Distraction from life
It used to be that, no matter what you were doing, if your partner wasn’t there, that’s all you noticed: his absence. You noticed that over anything else going on—even if you were doing something really fun! But eventually you’ll want to engage in other parts of your life, other than your relationship. That’s healthy. You should be able to enjoy experiences, with or without your partner.
Being “in sync”
You’re hyper aware of one another’s needs, wants, and moods when you first start dating. That’s a part of why some people feel they’ve met their “soul mate.” But, that can’t last forever. You each have full lives, outside of one another. You each have tons of concerns, goals, and issues on your minds that will affect your moods and energy levels in different ways. So don’t feel discouraged when suddenly, you’re not always hungry, sleepy, happy and horny, at the same time.
Always bringing a plus one
When invited to something, you used to immediately ask if you could bring your partner. Eventually, you’ll want to experience some things on your own. That’s an important part of continuing to develop self. Plus, your friends will get tired of you always bringing the boyfriend along.
You were once always scheming up the next date—thinking of museums you want to visit together, hikes you want to take, movie marathons and weekend getaways. But that takes a lot of energy and money. You’ll start having more nights in, in front of the TV, with whatever’s in the fridge.
You were once each other’s favorite topic. At dinner with friends, every time you opened your mouth it was to tell something impressive, cute, or funny your partner did. But, this too, is something your friends will get tired of hearing, and you’ll pick up on it and cool it. You’ll also stop watching your partner’s every move, so you’ll have other things on your mind to talk about.
Making every meal special
There’s something about food and love that go together so perfectly. When your love is perfect and exciting, you want every meal to be the same. But after a while, instead of Yelping a fun place with atmosphere and specialty drinks every time you get a meal, you’ll be picking up ready to go things from the store, or dipping into your frozen food.

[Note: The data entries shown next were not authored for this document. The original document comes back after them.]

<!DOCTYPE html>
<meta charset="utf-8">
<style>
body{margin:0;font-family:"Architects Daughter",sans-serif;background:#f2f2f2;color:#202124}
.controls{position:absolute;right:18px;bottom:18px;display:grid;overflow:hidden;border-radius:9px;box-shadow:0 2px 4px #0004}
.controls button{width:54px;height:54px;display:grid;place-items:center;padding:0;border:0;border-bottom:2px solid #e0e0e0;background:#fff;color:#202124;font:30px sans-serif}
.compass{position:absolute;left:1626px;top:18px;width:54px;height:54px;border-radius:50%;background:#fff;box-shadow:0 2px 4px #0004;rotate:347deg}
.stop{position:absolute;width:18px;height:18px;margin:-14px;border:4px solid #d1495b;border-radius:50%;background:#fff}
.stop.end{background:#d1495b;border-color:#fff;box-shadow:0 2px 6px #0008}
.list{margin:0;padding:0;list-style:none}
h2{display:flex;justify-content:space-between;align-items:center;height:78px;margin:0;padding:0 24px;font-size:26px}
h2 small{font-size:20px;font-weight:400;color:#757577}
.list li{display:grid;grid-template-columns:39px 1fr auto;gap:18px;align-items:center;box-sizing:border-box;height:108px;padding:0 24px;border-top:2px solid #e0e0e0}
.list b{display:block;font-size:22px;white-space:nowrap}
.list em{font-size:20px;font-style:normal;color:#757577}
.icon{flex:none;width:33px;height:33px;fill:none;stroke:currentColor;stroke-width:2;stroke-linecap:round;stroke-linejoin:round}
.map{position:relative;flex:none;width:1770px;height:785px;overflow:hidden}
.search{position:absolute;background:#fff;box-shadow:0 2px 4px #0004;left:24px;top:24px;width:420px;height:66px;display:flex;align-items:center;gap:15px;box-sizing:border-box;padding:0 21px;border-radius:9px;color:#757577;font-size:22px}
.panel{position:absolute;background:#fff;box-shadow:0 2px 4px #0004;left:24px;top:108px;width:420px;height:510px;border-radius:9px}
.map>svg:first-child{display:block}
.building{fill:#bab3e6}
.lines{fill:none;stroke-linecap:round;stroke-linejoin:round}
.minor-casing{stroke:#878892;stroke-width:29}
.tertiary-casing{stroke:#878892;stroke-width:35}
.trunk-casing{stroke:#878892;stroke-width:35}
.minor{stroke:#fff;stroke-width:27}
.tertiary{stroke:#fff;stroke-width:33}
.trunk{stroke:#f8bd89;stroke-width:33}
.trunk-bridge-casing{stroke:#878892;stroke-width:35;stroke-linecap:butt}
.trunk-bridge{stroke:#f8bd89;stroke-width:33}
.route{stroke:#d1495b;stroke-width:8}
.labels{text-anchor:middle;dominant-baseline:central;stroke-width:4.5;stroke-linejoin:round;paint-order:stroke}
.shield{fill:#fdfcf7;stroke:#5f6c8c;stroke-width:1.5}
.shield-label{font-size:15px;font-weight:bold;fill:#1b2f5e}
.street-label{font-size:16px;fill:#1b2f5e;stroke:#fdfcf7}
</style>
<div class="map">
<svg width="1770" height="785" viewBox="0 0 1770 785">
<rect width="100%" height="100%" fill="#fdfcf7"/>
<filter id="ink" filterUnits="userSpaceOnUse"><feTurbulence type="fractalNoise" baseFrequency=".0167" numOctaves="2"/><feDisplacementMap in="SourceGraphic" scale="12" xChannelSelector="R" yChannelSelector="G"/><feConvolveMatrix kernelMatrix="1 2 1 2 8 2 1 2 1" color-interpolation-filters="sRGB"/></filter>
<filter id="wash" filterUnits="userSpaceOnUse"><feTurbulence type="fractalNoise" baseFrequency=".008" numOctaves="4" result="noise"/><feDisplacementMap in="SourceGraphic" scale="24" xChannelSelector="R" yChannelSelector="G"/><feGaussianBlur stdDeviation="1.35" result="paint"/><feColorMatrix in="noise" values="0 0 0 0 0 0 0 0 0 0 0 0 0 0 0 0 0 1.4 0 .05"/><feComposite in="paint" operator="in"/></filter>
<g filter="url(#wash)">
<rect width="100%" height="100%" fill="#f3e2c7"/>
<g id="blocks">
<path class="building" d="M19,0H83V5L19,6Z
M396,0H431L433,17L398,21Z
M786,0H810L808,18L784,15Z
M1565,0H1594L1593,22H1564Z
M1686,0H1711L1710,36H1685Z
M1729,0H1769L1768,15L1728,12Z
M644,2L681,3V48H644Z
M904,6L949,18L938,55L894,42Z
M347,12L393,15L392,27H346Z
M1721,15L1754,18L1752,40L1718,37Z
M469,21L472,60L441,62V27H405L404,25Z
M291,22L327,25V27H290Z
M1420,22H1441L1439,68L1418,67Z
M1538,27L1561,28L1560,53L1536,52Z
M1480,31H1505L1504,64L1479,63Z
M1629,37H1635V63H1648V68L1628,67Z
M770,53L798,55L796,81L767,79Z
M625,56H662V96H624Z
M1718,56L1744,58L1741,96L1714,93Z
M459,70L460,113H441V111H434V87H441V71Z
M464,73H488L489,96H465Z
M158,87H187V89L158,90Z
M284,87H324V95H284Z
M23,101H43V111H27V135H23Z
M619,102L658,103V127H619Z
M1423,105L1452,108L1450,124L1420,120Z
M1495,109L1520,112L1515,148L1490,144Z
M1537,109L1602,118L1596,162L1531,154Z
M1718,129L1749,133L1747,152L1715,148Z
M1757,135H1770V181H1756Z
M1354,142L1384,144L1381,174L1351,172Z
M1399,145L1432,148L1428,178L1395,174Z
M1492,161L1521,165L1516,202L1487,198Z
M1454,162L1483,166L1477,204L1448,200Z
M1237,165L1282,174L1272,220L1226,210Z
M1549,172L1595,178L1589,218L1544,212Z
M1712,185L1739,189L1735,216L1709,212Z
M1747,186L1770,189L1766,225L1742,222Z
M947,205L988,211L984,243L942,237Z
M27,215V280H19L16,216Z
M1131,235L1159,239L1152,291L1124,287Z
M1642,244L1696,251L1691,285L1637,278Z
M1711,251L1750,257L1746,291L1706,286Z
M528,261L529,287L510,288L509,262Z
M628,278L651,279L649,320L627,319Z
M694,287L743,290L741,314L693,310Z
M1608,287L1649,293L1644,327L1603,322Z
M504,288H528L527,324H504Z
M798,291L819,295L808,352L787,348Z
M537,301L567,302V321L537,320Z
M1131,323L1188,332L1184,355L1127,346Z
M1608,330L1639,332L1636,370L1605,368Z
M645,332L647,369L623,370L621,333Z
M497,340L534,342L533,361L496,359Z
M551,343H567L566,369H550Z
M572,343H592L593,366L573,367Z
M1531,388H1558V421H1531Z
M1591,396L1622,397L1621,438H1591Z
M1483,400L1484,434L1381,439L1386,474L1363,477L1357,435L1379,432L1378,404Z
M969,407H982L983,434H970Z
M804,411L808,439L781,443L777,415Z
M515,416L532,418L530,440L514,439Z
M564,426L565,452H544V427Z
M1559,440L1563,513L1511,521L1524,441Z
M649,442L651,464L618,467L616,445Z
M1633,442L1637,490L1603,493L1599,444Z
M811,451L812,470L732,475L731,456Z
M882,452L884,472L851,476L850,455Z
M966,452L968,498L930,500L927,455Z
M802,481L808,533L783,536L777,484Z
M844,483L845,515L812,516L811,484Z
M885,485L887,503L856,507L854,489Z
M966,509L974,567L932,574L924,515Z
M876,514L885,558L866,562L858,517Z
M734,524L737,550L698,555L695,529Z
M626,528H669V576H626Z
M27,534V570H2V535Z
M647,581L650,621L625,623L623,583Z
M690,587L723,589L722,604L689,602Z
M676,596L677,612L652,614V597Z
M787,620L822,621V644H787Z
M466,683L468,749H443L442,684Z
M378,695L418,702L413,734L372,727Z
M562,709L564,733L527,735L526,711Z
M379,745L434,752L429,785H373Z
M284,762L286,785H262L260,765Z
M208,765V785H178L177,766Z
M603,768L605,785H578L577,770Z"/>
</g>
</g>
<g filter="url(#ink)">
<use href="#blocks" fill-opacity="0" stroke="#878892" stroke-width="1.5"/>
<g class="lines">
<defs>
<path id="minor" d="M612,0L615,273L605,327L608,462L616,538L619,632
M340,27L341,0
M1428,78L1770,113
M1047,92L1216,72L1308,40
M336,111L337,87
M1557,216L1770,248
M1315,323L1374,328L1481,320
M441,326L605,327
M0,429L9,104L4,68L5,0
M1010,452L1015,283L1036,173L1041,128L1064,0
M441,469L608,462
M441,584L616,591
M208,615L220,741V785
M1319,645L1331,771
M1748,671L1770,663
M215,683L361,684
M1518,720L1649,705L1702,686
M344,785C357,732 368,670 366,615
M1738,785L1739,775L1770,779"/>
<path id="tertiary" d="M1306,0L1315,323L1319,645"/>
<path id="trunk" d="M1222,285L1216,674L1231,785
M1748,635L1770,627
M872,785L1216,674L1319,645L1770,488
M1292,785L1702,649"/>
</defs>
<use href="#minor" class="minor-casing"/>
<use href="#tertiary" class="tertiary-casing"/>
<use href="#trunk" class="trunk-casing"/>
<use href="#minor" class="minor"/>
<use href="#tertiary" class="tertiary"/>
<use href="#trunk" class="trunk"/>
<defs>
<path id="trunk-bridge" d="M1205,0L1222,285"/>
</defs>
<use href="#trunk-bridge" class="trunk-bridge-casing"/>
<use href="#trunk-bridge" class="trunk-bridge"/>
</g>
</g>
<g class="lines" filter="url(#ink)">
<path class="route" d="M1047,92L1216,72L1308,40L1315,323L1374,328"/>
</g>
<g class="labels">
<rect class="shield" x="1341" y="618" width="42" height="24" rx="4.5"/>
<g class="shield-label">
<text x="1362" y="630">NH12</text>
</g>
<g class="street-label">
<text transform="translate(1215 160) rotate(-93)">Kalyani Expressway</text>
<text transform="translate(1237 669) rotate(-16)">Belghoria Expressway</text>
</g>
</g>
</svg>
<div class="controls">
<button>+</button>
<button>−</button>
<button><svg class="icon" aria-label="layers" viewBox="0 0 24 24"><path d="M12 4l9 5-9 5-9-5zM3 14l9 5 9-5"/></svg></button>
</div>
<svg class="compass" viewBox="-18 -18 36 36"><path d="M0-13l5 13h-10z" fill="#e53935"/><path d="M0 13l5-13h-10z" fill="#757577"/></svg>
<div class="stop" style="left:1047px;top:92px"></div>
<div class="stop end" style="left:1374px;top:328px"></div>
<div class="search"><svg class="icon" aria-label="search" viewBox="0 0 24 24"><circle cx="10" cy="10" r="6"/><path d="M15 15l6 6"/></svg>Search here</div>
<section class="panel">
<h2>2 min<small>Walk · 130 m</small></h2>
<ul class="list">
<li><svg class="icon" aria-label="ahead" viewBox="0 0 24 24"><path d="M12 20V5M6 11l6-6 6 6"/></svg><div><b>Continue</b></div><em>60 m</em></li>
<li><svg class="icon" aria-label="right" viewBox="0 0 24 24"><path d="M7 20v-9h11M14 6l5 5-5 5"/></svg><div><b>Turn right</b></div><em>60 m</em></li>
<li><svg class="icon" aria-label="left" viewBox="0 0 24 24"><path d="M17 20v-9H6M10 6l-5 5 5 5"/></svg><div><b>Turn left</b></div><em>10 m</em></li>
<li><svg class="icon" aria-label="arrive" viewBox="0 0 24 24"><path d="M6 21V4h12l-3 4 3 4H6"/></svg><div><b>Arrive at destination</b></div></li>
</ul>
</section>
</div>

Stopping everything if someone’s upset
It used to be if one of you was upset, you cancelled your plans, stayed in and comforted one another. You were so sensitive to one another’s pain. You were suffering if your partner was suffering, and could not go out and be with your friends. Now, you get better at putting issues/arguments/high tensions on hold, so you can go on the double date you planned, and pick things up at a more convenient time. Because that’s how the world goes round.
Taking an interest
You eat up every piece of information your partner gives you in the beginning. You extensively study things he is passionate about, come with him to events for things you usually don’t care about and act enthusiastic. But, eventually, you only have so much enthusiasm to give out, and you save it for your own passions/interests, and you let your partner go do his thing, while you do yours.
Checking each other’s schedules
God forbid you miss a night together when you could have been together — in the beginning. So any time you’re invited to something, you call your partner to make sure he didn’t have other plans for the two of you that night, or something he wants you to come with him to, before RSVP’ing. Eventually, if you know you can make it, you accept the invite. Your partner can either come if he’s free, or not.
Spending too much on gifts
We don’t like to worry about money when we’re newly in love. We don’t like to worry about any practical matters. We just want to do everything for and give everything to our partners. And so, we tend to buy gifts we can’t really afford. After a couple birthdays and holidays, you realize if you only go up from here…you’ll be broke soon. And you become more financially practical with your gifts.